## Brief
Check each line of the records below and collect those holding "Macedo".

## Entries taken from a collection
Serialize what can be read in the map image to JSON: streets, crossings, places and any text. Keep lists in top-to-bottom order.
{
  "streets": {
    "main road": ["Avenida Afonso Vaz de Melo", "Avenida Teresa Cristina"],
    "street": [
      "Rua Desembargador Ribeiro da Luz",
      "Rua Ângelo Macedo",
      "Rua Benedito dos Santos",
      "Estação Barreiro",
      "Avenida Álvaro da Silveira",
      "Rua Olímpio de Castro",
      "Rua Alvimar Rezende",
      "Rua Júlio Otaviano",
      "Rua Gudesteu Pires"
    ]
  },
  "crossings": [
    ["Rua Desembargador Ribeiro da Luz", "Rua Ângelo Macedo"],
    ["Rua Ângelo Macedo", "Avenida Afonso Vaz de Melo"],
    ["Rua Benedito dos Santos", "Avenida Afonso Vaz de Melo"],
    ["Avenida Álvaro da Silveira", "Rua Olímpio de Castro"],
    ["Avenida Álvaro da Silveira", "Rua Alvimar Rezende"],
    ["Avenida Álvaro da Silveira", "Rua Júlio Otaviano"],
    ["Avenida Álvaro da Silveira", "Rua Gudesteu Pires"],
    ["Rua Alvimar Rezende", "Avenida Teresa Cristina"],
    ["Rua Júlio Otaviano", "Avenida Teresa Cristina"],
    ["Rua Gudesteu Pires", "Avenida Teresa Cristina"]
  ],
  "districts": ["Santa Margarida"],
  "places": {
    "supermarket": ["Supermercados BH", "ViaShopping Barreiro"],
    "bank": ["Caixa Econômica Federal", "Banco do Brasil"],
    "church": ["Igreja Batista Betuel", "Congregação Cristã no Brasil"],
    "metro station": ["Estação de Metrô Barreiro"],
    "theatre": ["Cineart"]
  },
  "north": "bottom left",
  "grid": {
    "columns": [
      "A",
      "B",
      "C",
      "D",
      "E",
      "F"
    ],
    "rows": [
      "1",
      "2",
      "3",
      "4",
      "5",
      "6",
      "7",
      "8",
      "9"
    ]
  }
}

## Answer space
      "Rua Ângelo Macedo",
    ["Rua Desembargador Ribeiro da Luz", "Rua Ângelo Macedo"],
    ["Rua Ângelo Macedo", "Avenida Afonso Vaz de Melo"],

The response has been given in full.